Lisboa em dias de chuva.

171.

A imagem do meu pai está irrevogavelmente associada às tardes compostas pelas três partes essenciais da sua vida: um bom livro de poemas, Piaf no volume de certo e pão com chouriço ainda quente.

170.

A solidão tem um travo amargo que faz com que seja sempre difícil de engolir da primeira vez - depois as noites sucedem-se, os ossos deixam de sentir frio e não sei, já nunca sei se estou a beber água.

169.

"O que me mata, mais que o tabaco, é a vida. Os meus pulmões gastam-se é com ela."
(por mim passava dias sem dizer nada, só a ouvir os outros falarem e a soarem a poesia.)

168.

«O senhor é tudo quanto me tem valido na minha doença e eu estou-lhe agradecida sem que o senhor o saiba. Eu nunca poderia ter ninguém que gostasse de mim como se gostasse das pessoas que têm o corpo de que se pode gostar, mas eu tenho o direito de gostar sem que gostem de mim, e também tenho o direito de chorar, que não se negue a ninguém.»
Carta da corcunda para o serralheiro, Fernando Pessoa.

167.

A sonoridade do teu nome cheira a flores.

166.

Dos postais que a inês recebe às sextas de manhã:

«Gosto de ti por nenhuma razão em particular, mas sei que vou ter saudades tuas.»

165.

Óh lis, estás tão presente neste dias que se torna sufocante a falta que me fazes.

164.

E continuo sem entender
porque tenho de ver os meus sofrer tanto

163.

das antiguidades
«I'm Inês, I live in Portugal and I'm 14 years old. And none of this matters. What matters is that I tried to memorize Shakespeare's plays by the age of 12 and I like german a lot and I get injured very easily. I like turtles and I'm still trying to figure out why, but if I had one I knew I would call her Tristessa and then spend time explaining everyone that she's called Tristessa because I enjoyed a book by Jack Kerouac with that name. I don't know where I'm going.

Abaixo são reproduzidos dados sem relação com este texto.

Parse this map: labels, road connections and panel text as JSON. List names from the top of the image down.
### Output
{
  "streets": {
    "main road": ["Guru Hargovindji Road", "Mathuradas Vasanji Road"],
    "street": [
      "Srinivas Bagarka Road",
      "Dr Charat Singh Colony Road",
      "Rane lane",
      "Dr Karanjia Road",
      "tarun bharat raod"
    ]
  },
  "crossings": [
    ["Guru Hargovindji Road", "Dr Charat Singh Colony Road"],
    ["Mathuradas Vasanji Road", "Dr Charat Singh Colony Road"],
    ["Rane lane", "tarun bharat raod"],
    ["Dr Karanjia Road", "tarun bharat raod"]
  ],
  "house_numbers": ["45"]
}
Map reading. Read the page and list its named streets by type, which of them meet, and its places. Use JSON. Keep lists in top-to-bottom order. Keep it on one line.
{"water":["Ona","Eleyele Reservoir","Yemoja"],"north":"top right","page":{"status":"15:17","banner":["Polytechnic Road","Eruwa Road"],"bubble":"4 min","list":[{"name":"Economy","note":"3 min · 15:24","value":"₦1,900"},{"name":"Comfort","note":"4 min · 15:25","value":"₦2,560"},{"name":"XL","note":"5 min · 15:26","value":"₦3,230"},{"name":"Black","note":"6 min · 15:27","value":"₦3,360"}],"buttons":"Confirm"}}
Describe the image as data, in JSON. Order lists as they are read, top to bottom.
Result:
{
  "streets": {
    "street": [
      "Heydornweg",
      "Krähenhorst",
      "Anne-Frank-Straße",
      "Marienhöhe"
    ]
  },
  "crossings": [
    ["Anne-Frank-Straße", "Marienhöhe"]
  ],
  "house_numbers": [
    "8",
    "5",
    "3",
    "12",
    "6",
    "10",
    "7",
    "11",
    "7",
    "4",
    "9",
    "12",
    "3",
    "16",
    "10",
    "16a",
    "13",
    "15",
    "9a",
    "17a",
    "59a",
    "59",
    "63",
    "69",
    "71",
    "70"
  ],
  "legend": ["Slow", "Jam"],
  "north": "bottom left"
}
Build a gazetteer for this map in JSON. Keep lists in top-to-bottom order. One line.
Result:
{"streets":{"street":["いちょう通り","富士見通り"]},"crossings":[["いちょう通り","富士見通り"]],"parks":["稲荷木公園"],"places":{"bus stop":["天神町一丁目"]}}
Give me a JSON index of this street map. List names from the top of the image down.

And sometimes I'm happy that I don't.»

162.

Dos postais que a Inês recebe às sextas de manhã:
«Gosto de ti porque estás comigo nos dias de Sol e não me deixas pegar-te ao colo.»

161.

Lídia, ignoramos. Somos estrangeiros 
Onde quer que moremos. Tudo é alheio 
Nem fala língua nossa. 
Façamos de nós mesmos o retiro
Onde esconder-nos, tímidos do insulto 
Do tumulto do mundo. 
Que quer o amor mais que não ser dos outros? 
Como um segredo dito nos mistérios, 
Seja sacro por nosso.
Ricardo Reis

160.

das verdades cruas escritas por aí.

159.

Gosto do dia dos namorados. É uma boa desculpa para mandar beijinhos a vocês todos.

158.

das conversas inesperadas:
"lembrei-me de ti, não sei bem porquê. eu às vezes lembro-me de ti. nunca digo nada, mas eu gosto tanto de ti e nunca me esqueço. e às vezes fico com muitas saudades."

157.


156.

Sesimbra e o Carnaval que se enche sempre de amor e pedaços de chocolate.

155.

Não há como não gostar das pessoas que nos fazem mixtapes.  Não há.

154.

Existem fotos carregadas de história. Esta fala-nos do carinho que o corpo precisa para não gelar e de um comboio que só parte às seis e quarenta.

153.

às vezes tenho tanta, tanta vontade de falar que opto sempre por calar.